» **EXERCISE PROMPT**: Any image in the records should be left out; output everything else exactly.

» **RECORDS**:
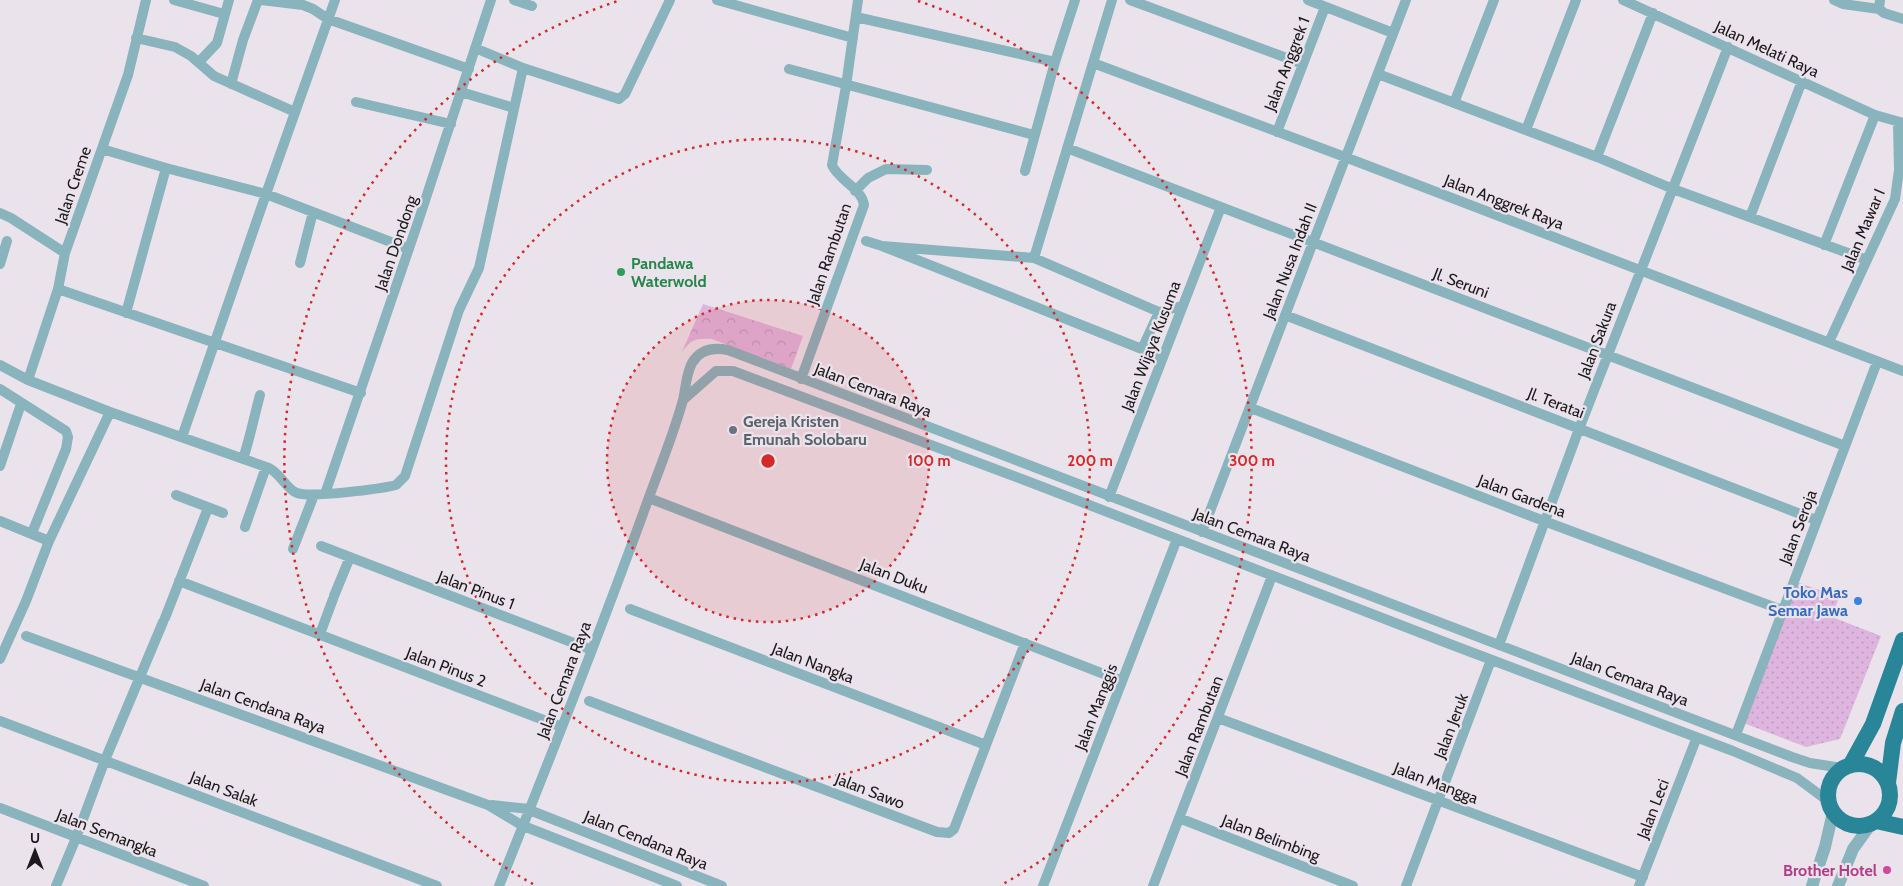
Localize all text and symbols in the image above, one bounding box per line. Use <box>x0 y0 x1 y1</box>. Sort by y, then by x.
street label: Jalan Anggrek 1 <box>1260 14 1314 115</box>
street label: Jalan Melati Raya <box>1711 16 1822 82</box>
street label: Jalan Creme <box>51 144 95 227</box>
street label: Jalan Anggrek Raya <box>1441 170 1567 234</box>
street label: Jalan Mawar I <box>1837 186 1889 275</box>
street label: Jalan Dondong <box>370 192 422 294</box>
street label: Jalan Nusa Indah II <box>1259 200 1321 323</box>
street label: Jalan Rambutan <box>802 201 855 308</box>
place label: Pandawa Waterwold <box>631 254 707 291</box>
street label: Jl. Seruni <box>1430 263 1491 302</box>
marker: Pandawa Waterwold <box>615 266 627 278</box>
street label: Jalan Wijaya Kusuma <box>1117 278 1185 415</box>
street label: Jalan Sakura <box>1573 299 1620 382</box>
street label: Jalan Cemara Raya <box>811 359 935 421</box>
street label: Jl. Teratai <box>1524 383 1587 422</box>
place label: Gereja Kristen Emunah Solobaru <box>743 412 867 449</box>
marker: Gereja Kristen Emunah Solobaru <box>727 424 739 436</box>
centre of rings <box>759 452 777 470</box>
text: 100 m <box>907 452 951 470</box>
text: 200 m <box>1067 452 1113 470</box>
text: 300 m <box>1229 452 1275 470</box>
street label: Jalan Gardena <box>1474 470 1569 522</box>
street label: Jalan Seroja <box>1775 487 1821 568</box>
street label: Jalan Cemara Raya <box>1190 504 1314 566</box>
street label: Jalan Duku <box>856 554 931 598</box>
street label: Jalan Pinus 1 <box>434 566 517 613</box>
place label: Toko Mas Semar Jawa <box>1768 583 1848 620</box>
marker: Toko Mas Semar Jawa <box>1852 595 1864 607</box>
street label: Jalan Cemara Raya <box>533 618 595 742</box>
street label: Jalan Nangka <box>768 638 857 687</box>
street label: Jalan Pinus 2 <box>402 643 489 691</box>
street label: Jalan Cemara Raya <box>1568 648 1692 710</box>
street label: Jalan Manggis <box>1070 661 1121 754</box>
street label: Jalan Rambutan <box>1171 673 1227 780</box>
street label: Jalan Cendana Raya <box>197 674 328 738</box>
street label: Jalan Jeruk <box>1430 690 1472 762</box>
street label: Jalan Mangga <box>1390 758 1481 808</box>
street label: Jalan Salak <box>186 767 261 811</box>
street label: Jalan Sawo <box>832 769 908 813</box>
street label: Jalan Leci <box>1633 777 1673 842</box>
street label: Jalan Semangka <box>53 805 160 861</box>
street label: Jalan Cendana Raya <box>580 806 711 874</box>
street label: Jalan Belimbing <box>1218 810 1324 866</box>
north arrow <box>10 826 60 876</box>
text: U <box>30 829 40 847</box>
place label: Brother Hotel <box>1783 861 1877 880</box>
marker: Brother Hotel <box>1881 864 1893 876</box>

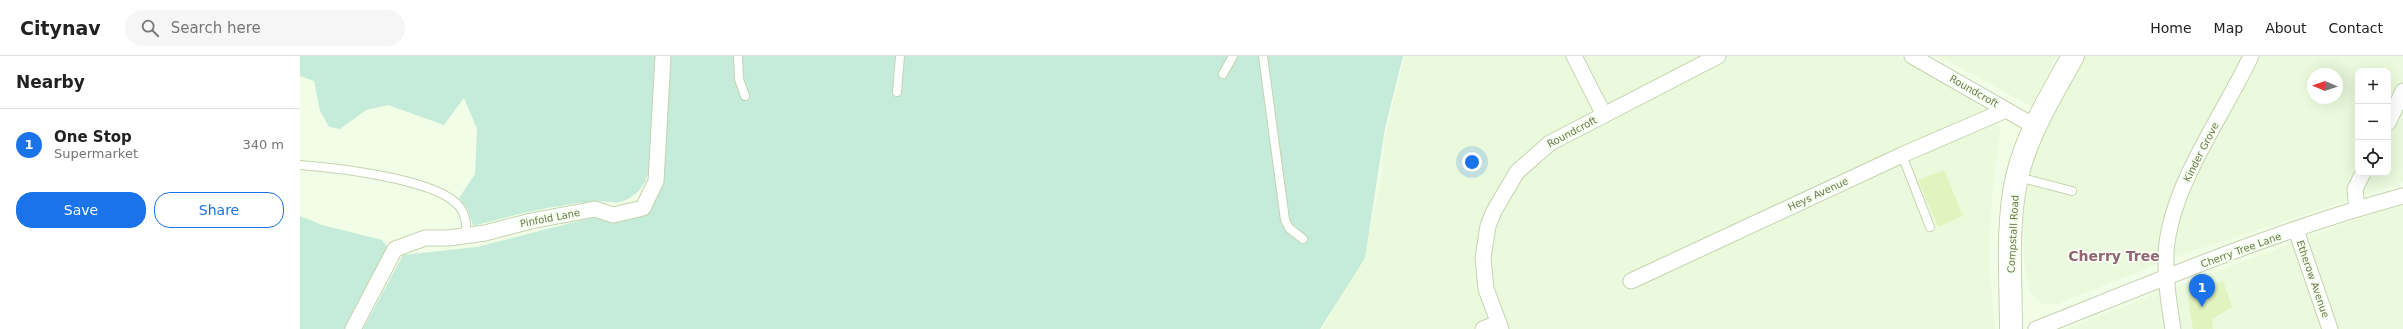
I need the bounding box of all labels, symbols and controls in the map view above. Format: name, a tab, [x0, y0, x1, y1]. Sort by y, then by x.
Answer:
search box	[125, 10, 405, 46]
text: Citynav	[20, 17, 101, 39]
icon: search	[139, 17, 161, 39]
text: Search here	[171, 19, 261, 37]
text: Home	[2150, 20, 2192, 36]
text: Map	[2214, 20, 2243, 36]
text: About	[2265, 20, 2307, 36]
text: Contact	[2329, 20, 2383, 36]
north arrow	[2307, 68, 2343, 104]
map controls	[2355, 68, 2391, 176]
button: +	[2355, 68, 2391, 104]
text: Nearby	[16, 72, 85, 92]
street label: Roundcroft	[1948, 73, 2000, 109]
button: −	[2355, 104, 2391, 140]
street label: Roundcroft	[1545, 114, 1599, 150]
street label: Kinder Grove	[2181, 120, 2221, 184]
text: One Stop	[54, 128, 132, 146]
text: 1	[24, 137, 34, 152]
text: 340 m	[242, 137, 284, 152]
button: locate	[2355, 140, 2391, 176]
text: Supermarket	[54, 146, 138, 161]
your location	[1462, 152, 1482, 172]
street label: Heys Avenue	[1786, 175, 1850, 213]
button: Save	[16, 192, 146, 228]
button: Share	[154, 192, 284, 228]
street label: Compstall Road	[2005, 195, 2021, 273]
street label: Pinfold Lane	[519, 207, 581, 229]
street label: Cherry Tree Lane	[2199, 230, 2283, 270]
street label: Etherow Avenue	[2295, 239, 2331, 319]
district label: Cherry Tree	[2068, 248, 2160, 264]
pin: 1	[2189, 274, 2215, 307]

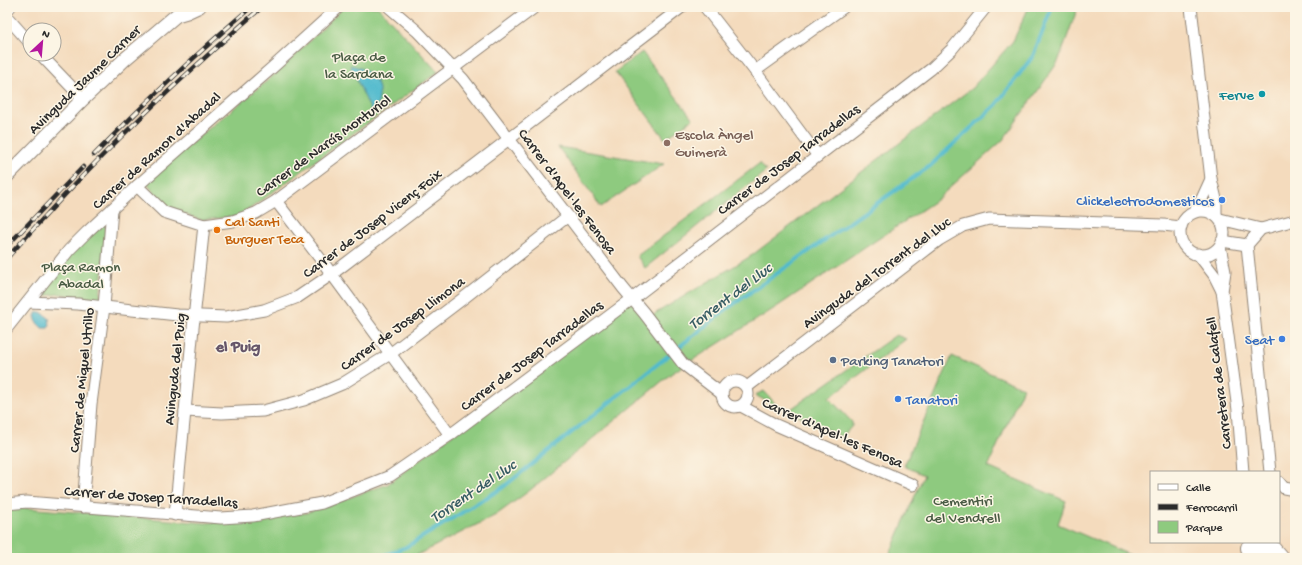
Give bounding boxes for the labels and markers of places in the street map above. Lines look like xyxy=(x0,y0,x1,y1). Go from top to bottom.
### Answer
place label: Ferve xyxy=(1218,87,1254,105)
marker: Ferve xyxy=(1257,89,1267,99)
place label: Escola Àngel Guimerà xyxy=(675,127,754,162)
marker: Escola Àngel Guimerà xyxy=(662,138,672,148)
place label: Clickelectrodomesticos xyxy=(1076,193,1214,211)
marker: Clickelectrodomesticos xyxy=(1217,195,1227,205)
place label: Cal Santi Burguer Teca xyxy=(224,214,305,249)
marker: Cal Santi Burguer Teca xyxy=(212,225,222,235)
place label: Seat xyxy=(1245,332,1276,350)
marker: Seat xyxy=(1277,334,1287,344)
place label: Parking Tanatori xyxy=(840,353,944,371)
marker: Parking Tanatori xyxy=(828,355,838,365)
place label: Tanatori xyxy=(905,392,958,410)
marker: Tanatori xyxy=(893,394,903,404)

» **ANSWER FOR THE TASK**:
Localize all text and symbols in the image above, one bounding box per line. Use <box>x0 y0 x1 y1</box>. Sort by y, then by x.
street label: Jalan Anggrek 1 <box>1260 14 1314 115</box>
street label: Jalan Melati Raya <box>1711 16 1822 82</box>
street label: Jalan Creme <box>51 144 95 227</box>
street label: Jalan Anggrek Raya <box>1441 170 1567 234</box>
street label: Jalan Mawar I <box>1837 186 1889 275</box>
street label: Jalan Dondong <box>370 192 422 294</box>
street label: Jalan Nusa Indah II <box>1259 200 1321 323</box>
street label: Jalan Rambutan <box>802 201 855 308</box>
place label: Pandawa Waterwold <box>631 254 707 291</box>
street label: Jl. Seruni <box>1430 263 1491 302</box>
marker: Pandawa Waterwold <box>615 266 627 278</box>
street label: Jalan Wijaya Kusuma <box>1117 278 1185 415</box>
street label: Jalan Sakura <box>1573 299 1620 382</box>
street label: Jalan Cemara Raya <box>811 359 935 421</box>
street label: Jl. Teratai <box>1524 383 1587 422</box>
place label: Gereja Kristen Emunah Solobaru <box>743 412 867 449</box>
marker: Gereja Kristen Emunah Solobaru <box>727 424 739 436</box>
centre of rings <box>759 452 777 470</box>
text: 100 m <box>907 452 951 470</box>
text: 200 m <box>1067 452 1113 470</box>
text: 300 m <box>1229 452 1275 470</box>
street label: Jalan Gardena <box>1474 470 1569 522</box>
street label: Jalan Seroja <box>1775 487 1821 568</box>
street label: Jalan Cemara Raya <box>1190 504 1314 566</box>
street label: Jalan Duku <box>856 554 931 598</box>
street label: Jalan Pinus 1 <box>434 566 517 613</box>
place label: Toko Mas Semar Jawa <box>1768 583 1848 620</box>
marker: Toko Mas Semar Jawa <box>1852 595 1864 607</box>
street label: Jalan Cemara Raya <box>533 618 595 742</box>
street label: Jalan Nangka <box>768 638 857 687</box>
street label: Jalan Pinus 2 <box>402 643 489 691</box>
street label: Jalan Cemara Raya <box>1568 648 1692 710</box>
street label: Jalan Manggis <box>1070 661 1121 754</box>
street label: Jalan Rambutan <box>1171 673 1227 780</box>
street label: Jalan Cendana Raya <box>197 674 328 738</box>
street label: Jalan Jeruk <box>1430 690 1472 762</box>
street label: Jalan Mangga <box>1390 758 1481 808</box>
street label: Jalan Salak <box>186 767 261 811</box>
street label: Jalan Sawo <box>832 769 908 813</box>
street label: Jalan Leci <box>1633 777 1673 842</box>
street label: Jalan Semangka <box>53 805 160 861</box>
street label: Jalan Cendana Raya <box>580 806 711 874</box>
street label: Jalan Belimbing <box>1218 810 1324 866</box>
north arrow <box>10 826 60 876</box>
text: U <box>30 829 40 847</box>
place label: Brother Hotel <box>1783 861 1877 880</box>
marker: Brother Hotel <box>1881 864 1893 876</box>

I need the bounding box of all labels, symbols and controls in the map view above. Format: name, a tab, [x0, y0, x1, y1]. Sort by y, then by x.
Answer:
search box	[125, 10, 405, 46]
text: Citynav	[20, 17, 101, 39]
icon: search	[139, 17, 161, 39]
text: Search here	[171, 19, 261, 37]
text: Home	[2150, 20, 2192, 36]
text: Map	[2214, 20, 2243, 36]
text: About	[2265, 20, 2307, 36]
text: Contact	[2329, 20, 2383, 36]
north arrow	[2307, 68, 2343, 104]
map controls	[2355, 68, 2391, 176]
button: +	[2355, 68, 2391, 104]
text: Nearby	[16, 72, 85, 92]
street label: Roundcroft	[1948, 73, 2000, 109]
button: −	[2355, 104, 2391, 140]
street label: Roundcroft	[1545, 114, 1599, 150]
street label: Kinder Grove	[2181, 120, 2221, 184]
text: One Stop	[54, 128, 132, 146]
text: 1	[24, 137, 34, 152]
text: 340 m	[242, 137, 284, 152]
button: locate	[2355, 140, 2391, 176]
text: Supermarket	[54, 146, 138, 161]
your location	[1462, 152, 1482, 172]
street label: Heys Avenue	[1786, 175, 1850, 213]
button: Save	[16, 192, 146, 228]
button: Share	[154, 192, 284, 228]
street label: Compstall Road	[2005, 195, 2021, 273]
street label: Pinfold Lane	[519, 207, 581, 229]
street label: Cherry Tree Lane	[2199, 230, 2283, 270]
street label: Etherow Avenue	[2295, 239, 2331, 319]
district label: Cherry Tree	[2068, 248, 2160, 264]
pin: 1	[2189, 274, 2215, 307]

Give bounding boxes for the labels and markers of places in the street map above. Lines look like xyxy=(x0,y0,x1,y1). Go from top to bottom.
### Answer
place label: Ferve xyxy=(1218,87,1254,105)
marker: Ferve xyxy=(1257,89,1267,99)
place label: Escola Àngel Guimerà xyxy=(675,127,754,162)
marker: Escola Àngel Guimerà xyxy=(662,138,672,148)
place label: Clickelectrodomesticos xyxy=(1076,193,1214,211)
marker: Clickelectrodomesticos xyxy=(1217,195,1227,205)
place label: Cal Santi Burguer Teca xyxy=(224,214,305,249)
marker: Cal Santi Burguer Teca xyxy=(212,225,222,235)
place label: Seat xyxy=(1245,332,1276,350)
marker: Seat xyxy=(1277,334,1287,344)
place label: Parking Tanatori xyxy=(840,353,944,371)
marker: Parking Tanatori xyxy=(828,355,838,365)
place label: Tanatori xyxy=(905,392,958,410)
marker: Tanatori xyxy=(893,394,903,404)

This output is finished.